Problem details.
What must be returned is the number of lines in the records holding the word "Militar", with no other text.

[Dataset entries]
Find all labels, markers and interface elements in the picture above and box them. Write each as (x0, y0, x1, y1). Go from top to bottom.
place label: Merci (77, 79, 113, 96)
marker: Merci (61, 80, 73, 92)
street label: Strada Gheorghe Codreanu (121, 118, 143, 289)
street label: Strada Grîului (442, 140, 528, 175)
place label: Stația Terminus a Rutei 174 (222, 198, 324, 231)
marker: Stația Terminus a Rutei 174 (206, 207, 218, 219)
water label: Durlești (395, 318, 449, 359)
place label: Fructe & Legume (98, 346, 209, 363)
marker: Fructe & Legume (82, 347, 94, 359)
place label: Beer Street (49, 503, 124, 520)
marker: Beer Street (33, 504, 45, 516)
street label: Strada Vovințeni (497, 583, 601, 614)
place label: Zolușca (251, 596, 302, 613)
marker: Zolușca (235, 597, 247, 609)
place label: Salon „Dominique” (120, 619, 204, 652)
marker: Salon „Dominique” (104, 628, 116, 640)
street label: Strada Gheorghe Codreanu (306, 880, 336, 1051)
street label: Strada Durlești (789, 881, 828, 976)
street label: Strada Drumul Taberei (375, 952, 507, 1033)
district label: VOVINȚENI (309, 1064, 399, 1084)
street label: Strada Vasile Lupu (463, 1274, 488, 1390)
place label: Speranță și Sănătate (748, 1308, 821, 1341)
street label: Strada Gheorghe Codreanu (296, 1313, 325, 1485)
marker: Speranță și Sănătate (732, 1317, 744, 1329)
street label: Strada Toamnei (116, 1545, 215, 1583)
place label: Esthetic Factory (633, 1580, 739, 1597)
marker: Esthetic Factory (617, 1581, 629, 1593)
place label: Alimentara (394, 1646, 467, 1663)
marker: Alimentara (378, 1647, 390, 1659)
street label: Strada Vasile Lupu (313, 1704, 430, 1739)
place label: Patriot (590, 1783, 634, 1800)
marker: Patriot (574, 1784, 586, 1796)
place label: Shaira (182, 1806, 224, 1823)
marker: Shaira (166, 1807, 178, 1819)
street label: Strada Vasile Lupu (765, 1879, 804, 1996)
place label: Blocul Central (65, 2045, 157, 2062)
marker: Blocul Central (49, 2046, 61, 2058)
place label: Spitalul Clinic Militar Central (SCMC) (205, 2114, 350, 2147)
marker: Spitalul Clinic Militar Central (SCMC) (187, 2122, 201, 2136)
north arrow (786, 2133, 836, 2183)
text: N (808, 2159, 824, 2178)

Response area.
2